Stored data entries
· · ·
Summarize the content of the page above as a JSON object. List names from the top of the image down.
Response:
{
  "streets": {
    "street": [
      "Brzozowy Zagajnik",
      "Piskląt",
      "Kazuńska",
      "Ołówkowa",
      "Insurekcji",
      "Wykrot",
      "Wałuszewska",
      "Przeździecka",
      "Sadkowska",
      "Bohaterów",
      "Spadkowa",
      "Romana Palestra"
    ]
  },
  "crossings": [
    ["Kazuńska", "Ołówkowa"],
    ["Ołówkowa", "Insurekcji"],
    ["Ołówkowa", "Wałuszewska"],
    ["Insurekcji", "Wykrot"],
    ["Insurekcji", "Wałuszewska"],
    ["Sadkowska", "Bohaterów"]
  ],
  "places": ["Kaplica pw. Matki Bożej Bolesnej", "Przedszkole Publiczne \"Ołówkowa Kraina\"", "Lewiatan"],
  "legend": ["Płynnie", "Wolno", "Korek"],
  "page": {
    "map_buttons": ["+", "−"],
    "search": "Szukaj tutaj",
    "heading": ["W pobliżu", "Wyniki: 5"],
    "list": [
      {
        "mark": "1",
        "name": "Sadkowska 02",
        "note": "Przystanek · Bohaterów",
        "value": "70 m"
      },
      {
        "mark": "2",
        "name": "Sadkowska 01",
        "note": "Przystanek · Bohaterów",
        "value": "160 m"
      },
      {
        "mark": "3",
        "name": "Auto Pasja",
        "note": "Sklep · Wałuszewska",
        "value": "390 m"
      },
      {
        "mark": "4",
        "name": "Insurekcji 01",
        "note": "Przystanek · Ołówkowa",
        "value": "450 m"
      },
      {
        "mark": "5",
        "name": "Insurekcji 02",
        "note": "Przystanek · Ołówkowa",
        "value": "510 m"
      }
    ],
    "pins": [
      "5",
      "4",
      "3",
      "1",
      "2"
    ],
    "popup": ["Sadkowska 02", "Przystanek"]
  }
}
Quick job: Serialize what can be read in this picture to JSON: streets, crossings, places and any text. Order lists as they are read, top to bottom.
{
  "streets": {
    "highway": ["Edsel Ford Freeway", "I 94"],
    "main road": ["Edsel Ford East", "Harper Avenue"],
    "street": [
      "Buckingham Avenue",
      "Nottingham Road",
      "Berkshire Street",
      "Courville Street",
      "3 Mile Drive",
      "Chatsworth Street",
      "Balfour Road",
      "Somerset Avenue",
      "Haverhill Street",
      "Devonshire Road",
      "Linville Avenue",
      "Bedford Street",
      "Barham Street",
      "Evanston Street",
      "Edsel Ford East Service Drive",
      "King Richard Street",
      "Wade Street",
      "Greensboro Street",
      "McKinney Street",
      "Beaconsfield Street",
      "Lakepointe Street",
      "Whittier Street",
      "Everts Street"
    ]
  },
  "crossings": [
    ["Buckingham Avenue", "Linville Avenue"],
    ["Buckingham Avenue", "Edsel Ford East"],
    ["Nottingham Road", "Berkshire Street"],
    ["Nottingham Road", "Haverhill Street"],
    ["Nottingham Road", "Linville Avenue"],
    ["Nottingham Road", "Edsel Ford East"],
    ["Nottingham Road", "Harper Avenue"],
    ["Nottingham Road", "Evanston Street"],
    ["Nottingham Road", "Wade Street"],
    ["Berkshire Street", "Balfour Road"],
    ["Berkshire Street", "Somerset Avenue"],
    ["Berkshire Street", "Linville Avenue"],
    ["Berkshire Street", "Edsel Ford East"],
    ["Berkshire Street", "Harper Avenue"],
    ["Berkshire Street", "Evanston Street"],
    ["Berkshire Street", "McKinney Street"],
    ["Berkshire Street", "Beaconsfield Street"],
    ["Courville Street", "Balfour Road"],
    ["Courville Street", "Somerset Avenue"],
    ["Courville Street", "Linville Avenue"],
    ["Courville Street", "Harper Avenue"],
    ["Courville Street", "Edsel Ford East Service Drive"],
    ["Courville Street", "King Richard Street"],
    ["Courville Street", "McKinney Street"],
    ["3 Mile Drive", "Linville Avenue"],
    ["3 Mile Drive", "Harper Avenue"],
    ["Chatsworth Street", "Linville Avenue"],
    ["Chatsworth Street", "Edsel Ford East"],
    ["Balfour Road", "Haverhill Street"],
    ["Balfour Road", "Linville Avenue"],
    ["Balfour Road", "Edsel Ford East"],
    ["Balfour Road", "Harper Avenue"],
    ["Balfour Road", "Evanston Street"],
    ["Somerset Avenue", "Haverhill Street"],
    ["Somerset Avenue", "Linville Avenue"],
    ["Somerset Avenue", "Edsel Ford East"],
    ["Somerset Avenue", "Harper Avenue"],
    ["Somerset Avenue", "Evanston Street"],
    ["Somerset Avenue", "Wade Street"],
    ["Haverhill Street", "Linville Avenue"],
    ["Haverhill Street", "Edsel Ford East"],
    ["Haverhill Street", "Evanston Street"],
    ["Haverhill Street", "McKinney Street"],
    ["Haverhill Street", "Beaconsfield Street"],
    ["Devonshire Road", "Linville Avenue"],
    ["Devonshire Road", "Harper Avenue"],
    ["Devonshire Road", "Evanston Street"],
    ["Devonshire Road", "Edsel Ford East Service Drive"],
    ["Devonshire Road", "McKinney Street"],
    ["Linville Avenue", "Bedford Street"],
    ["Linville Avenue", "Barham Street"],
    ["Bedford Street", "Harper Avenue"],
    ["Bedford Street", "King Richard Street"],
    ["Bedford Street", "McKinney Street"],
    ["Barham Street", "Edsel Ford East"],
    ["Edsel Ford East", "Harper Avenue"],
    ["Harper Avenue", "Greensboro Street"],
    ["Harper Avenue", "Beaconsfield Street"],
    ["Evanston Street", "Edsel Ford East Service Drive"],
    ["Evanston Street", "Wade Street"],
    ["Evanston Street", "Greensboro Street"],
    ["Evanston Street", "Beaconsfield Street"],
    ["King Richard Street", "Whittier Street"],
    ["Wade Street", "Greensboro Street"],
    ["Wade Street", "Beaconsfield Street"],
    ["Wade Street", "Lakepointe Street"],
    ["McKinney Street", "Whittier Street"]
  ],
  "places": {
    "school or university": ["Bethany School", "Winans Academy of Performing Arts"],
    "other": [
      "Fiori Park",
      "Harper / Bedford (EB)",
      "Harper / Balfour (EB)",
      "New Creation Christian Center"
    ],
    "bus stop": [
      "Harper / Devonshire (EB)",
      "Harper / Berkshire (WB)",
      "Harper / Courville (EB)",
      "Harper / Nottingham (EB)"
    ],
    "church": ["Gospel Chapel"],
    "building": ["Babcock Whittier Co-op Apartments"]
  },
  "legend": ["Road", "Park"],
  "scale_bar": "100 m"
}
· · ·
- Exercise instructions:
The whole of the data must be given back word for word.

- Written solution:
Summarize the content of the page above as a JSON object. List names from the top of the image down.
Response:
{
  "streets": {
    "street": [
      "Brzozowy Zagajnik",
      "Piskląt",
      "Kazuńska",
      "Ołówkowa",
      "Insurekcji",
      "Wykrot",
      "Wałuszewska",
      "Przeździecka",
      "Sadkowska",
      "Bohaterów",
      "Spadkowa",
      "Romana Palestra"
    ]
  },
  "crossings": [
    ["Kazuńska", "Ołówkowa"],
    ["Ołówkowa", "Insurekcji"],
    ["Ołówkowa", "Wałuszewska"],
    ["Insurekcji", "Wykrot"],
    ["Insurekcji", "Wałuszewska"],
    ["Sadkowska", "Bohaterów"]
  ],
  "places": ["Kaplica pw. Matki Bożej Bolesnej", "Przedszkole Publiczne \"Ołówkowa Kraina\"", "Lewiatan"],
  "legend": ["Płynnie", "Wolno", "Korek"],
  "page": {
    "map_buttons": ["+", "−"],
    "search": "Szukaj tutaj",
    "heading": ["W pobliżu", "Wyniki: 5"],
    "list": [
      {
        "mark": "1",
        "name": "Sadkowska 02",
        "note": "Przystanek · Bohaterów",
        "value": "70 m"
      },
      {
        "mark": "2",
        "name": "Sadkowska 01",
        "note": "Przystanek · Bohaterów",
        "value": "160 m"
      },
      {
        "mark": "3",
        "name": "Auto Pasja",
        "note": "Sklep · Wałuszewska",
        "value": "390 m"
      },
      {
        "mark": "4",
        "name": "Insurekcji 01",
        "note": "Przystanek · Ołówkowa",
        "value": "450 m"
      },
      {
        "mark": "5",
        "name": "Insurekcji 02",
        "note": "Przystanek · Ołówkowa",
        "value": "510 m"
      }
    ],
    "pins": [
      "5",
      "4",
      "3",
      "1",
      "2"
    ],
    "popup": ["Sadkowska 02", "Przystanek"]
  }
}
Quick job: Serialize what can be read in this picture to JSON: streets, crossings, places and any text. Order lists as they are read, top to bottom.
{
  "streets": {
    "highway": ["Edsel Ford Freeway", "I 94"],
    "main road": ["Edsel Ford East", "Harper Avenue"],
    "street": [
      "Buckingham Avenue",
      "Nottingham Road",
      "Berkshire Street",
      "Courville Street",
      "3 Mile Drive",
      "Chatsworth Street",
      "Balfour Road",
      "Somerset Avenue",
      "Haverhill Street",
      "Devonshire Road",
      "Linville Avenue",
      "Bedford Street",
      "Barham Street",
      "Evanston Street",
      "Edsel Ford East Service Drive",
      "King Richard Street",
      "Wade Street",
      "Greensboro Street",
      "McKinney Street",
      "Beaconsfield Street",
      "Lakepointe Street",
      "Whittier Street",
      "Everts Street"
    ]
  },
  "crossings": [
    ["Buckingham Avenue", "Linville Avenue"],
    ["Buckingham Avenue", "Edsel Ford East"],
    ["Nottingham Road", "Berkshire Street"],
    ["Nottingham Road", "Haverhill Street"],
    ["Nottingham Road", "Linville Avenue"],
    ["Nottingham Road", "Edsel Ford East"],
    ["Nottingham Road", "Harper Avenue"],
    ["Nottingham Road", "Evanston Street"],
    ["Nottingham Road", "Wade Street"],
    ["Berkshire Street", "Balfour Road"],
    ["Berkshire Street", "Somerset Avenue"],
    ["Berkshire Street", "Linville Avenue"],
    ["Berkshire Street", "Edsel Ford East"],
    ["Berkshire Street", "Harper Avenue"],
    ["Berkshire Street", "Evanston Street"],
    ["Berkshire Street", "McKinney Street"],
    ["Berkshire Street", "Beaconsfield Street"],
    ["Courville Street", "Balfour Road"],
    ["Courville Street", "Somerset Avenue"],
    ["Courville Street", "Linville Avenue"],
    ["Courville Street", "Harper Avenue"],
    ["Courville Street", "Edsel Ford East Service Drive"],
    ["Courville Street", "King Richard Street"],
    ["Courville Street", "McKinney Street"],
    ["3 Mile Drive", "Linville Avenue"],
    ["3 Mile Drive", "Harper Avenue"],
    ["Chatsworth Street", "Linville Avenue"],
    ["Chatsworth Street", "Edsel Ford East"],
    ["Balfour Road", "Haverhill Street"],
    ["Balfour Road", "Linville Avenue"],
    ["Balfour Road", "Edsel Ford East"],
    ["Balfour Road", "Harper Avenue"],
    ["Balfour Road", "Evanston Street"],
    ["Somerset Avenue", "Haverhill Street"],
    ["Somerset Avenue", "Linville Avenue"],
    ["Somerset Avenue", "Edsel Ford East"],
    ["Somerset Avenue", "Harper Avenue"],
    ["Somerset Avenue", "Evanston Street"],
    ["Somerset Avenue", "Wade Street"],
    ["Haverhill Street", "Linville Avenue"],
    ["Haverhill Street", "Edsel Ford East"],
    ["Haverhill Street", "Evanston Street"],
    ["Haverhill Street", "McKinney Street"],
    ["Haverhill Street", "Beaconsfield Street"],
    ["Devonshire Road", "Linville Avenue"],
    ["Devonshire Road", "Harper Avenue"],
    ["Devonshire Road", "Evanston Street"],
    ["Devonshire Road", "Edsel Ford East Service Drive"],
    ["Devonshire Road", "McKinney Street"],
    ["Linville Avenue", "Bedford Street"],
    ["Linville Avenue", "Barham Street"],
    ["Bedford Street", "Harper Avenue"],
    ["Bedford Street", "King Richard Street"],
    ["Bedford Street", "McKinney Street"],
    ["Barham Street", "Edsel Ford East"],
    ["Edsel Ford East", "Harper Avenue"],
    ["Harper Avenue", "Greensboro Street"],
    ["Harper Avenue", "Beaconsfield Street"],
    ["Evanston Street", "Edsel Ford East Service Drive"],
    ["Evanston Street", "Wade Street"],
    ["Evanston Street", "Greensboro Street"],
    ["Evanston Street", "Beaconsfield Street"],
    ["King Richard Street", "Whittier Street"],
    ["Wade Street", "Greensboro Street"],
    ["Wade Street", "Beaconsfield Street"],
    ["Wade Street", "Lakepointe Street"],
    ["McKinney Street", "Whittier Street"]
  ],
  "places": {
    "school or university": ["Bethany School", "Winans Academy of Performing Arts"],
    "other": [
      "Fiori Park",
      "Harper / Bedford (EB)",
      "Harper / Balfour (EB)",
      "New Creation Christian Center"
    ],
    "bus stop": [
      "Harper / Devonshire (EB)",
      "Harper / Berkshire (WB)",
      "Harper / Courville (EB)",
      "Harper / Nottingham (EB)"
    ],
    "church": ["Gospel Chapel"],
    "building": ["Babcock Whittier Co-op Apartments"]
  },
  "legend": ["Road", "Park"],
  "scale_bar": "100 m"
}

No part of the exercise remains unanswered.